- **Task brief**
Look through the records, and wherever the string "gazetteer" turns up, copy out that line.

Saved data entries:
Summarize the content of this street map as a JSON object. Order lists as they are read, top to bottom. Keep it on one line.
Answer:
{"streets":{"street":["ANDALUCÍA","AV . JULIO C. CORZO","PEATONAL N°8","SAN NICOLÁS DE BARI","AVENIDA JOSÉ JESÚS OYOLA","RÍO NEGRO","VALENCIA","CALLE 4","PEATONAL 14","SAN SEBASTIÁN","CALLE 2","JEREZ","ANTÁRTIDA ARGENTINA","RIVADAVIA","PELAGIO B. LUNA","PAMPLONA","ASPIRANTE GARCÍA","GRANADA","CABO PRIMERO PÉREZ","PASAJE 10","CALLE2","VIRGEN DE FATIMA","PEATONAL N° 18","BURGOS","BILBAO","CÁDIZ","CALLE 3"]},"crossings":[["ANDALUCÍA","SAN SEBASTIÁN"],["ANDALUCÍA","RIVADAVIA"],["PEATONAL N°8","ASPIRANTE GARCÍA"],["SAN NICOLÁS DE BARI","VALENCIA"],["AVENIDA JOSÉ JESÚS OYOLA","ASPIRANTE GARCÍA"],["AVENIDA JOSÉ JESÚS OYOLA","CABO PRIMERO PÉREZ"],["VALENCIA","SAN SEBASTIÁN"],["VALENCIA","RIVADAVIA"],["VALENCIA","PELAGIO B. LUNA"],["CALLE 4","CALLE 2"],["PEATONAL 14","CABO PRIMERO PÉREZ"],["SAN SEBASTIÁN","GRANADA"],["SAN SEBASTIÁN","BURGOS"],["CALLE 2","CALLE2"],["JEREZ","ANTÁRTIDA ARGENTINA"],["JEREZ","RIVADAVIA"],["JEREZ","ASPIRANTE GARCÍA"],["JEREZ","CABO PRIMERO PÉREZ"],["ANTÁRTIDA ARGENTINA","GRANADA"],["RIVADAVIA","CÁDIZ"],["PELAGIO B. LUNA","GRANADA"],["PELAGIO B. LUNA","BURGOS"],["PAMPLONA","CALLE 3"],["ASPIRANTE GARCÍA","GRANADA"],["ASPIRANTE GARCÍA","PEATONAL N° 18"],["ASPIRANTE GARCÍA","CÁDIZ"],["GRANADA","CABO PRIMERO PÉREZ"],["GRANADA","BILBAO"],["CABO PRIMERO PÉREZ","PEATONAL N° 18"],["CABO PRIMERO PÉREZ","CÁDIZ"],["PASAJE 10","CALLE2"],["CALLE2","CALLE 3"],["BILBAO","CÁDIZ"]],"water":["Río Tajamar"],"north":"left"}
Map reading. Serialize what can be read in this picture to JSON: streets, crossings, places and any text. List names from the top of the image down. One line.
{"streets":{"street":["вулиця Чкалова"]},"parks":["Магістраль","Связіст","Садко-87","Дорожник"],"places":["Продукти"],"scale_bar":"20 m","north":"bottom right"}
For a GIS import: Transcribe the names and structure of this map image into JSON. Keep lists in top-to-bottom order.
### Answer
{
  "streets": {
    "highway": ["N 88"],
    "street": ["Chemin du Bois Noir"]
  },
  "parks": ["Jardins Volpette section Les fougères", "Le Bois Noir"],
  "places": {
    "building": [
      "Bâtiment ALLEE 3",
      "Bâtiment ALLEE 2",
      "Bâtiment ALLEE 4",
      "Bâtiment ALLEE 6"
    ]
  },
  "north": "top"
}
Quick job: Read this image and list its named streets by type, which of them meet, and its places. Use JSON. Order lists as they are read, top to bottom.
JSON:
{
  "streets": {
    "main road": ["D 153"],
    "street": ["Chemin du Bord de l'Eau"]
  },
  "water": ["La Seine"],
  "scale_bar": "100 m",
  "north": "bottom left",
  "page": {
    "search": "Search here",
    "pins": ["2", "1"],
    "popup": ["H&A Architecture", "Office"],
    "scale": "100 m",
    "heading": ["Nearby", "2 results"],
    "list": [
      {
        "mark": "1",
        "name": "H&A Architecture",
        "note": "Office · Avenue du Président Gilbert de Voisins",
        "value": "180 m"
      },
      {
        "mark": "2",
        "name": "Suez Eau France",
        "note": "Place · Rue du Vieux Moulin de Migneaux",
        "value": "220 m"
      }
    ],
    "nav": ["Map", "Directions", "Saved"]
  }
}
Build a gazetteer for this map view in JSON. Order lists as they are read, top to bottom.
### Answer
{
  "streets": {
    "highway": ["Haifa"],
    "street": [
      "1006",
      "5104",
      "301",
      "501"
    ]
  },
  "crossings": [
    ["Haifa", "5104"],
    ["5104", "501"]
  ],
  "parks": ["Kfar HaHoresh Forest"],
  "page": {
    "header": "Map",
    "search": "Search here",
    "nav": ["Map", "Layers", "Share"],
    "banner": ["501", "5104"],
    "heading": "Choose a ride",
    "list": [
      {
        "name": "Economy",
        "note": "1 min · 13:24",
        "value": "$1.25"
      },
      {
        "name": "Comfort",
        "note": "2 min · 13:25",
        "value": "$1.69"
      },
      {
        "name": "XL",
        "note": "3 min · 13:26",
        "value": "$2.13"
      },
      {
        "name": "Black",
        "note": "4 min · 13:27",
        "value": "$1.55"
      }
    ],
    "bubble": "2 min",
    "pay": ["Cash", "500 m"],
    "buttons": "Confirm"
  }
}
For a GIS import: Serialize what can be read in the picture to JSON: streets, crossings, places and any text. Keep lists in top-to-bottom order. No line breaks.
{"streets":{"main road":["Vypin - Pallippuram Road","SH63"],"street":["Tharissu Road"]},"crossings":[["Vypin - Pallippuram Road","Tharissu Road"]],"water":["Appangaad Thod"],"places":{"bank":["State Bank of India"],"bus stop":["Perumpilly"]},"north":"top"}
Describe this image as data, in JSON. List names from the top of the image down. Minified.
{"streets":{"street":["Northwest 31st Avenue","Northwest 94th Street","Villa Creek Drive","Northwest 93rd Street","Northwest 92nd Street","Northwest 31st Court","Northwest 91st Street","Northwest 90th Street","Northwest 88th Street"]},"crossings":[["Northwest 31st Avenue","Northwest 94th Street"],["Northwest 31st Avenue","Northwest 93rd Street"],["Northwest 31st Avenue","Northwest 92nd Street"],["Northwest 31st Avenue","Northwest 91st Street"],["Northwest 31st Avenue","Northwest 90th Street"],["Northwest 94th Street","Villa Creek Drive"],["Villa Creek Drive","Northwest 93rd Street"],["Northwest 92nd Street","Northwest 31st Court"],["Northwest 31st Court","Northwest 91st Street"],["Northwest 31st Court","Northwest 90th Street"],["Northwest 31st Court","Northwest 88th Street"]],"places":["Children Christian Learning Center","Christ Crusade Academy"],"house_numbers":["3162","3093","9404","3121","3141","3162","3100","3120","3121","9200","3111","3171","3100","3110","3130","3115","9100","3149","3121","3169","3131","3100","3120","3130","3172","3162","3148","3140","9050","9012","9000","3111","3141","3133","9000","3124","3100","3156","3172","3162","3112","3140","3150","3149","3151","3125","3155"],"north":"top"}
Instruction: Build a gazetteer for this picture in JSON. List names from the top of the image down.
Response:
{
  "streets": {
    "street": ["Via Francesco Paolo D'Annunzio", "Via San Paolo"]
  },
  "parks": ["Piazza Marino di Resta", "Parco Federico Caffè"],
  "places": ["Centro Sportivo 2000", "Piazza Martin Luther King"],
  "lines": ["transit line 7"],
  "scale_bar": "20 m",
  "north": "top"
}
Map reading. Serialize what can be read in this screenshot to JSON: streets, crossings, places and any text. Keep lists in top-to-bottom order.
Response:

- **Solution below**
Build a gazetteer for this map view in JSON. Order lists as they are read, top to bottom.
Instruction: Build a gazetteer for this picture in JSON. List names from the top of the image down.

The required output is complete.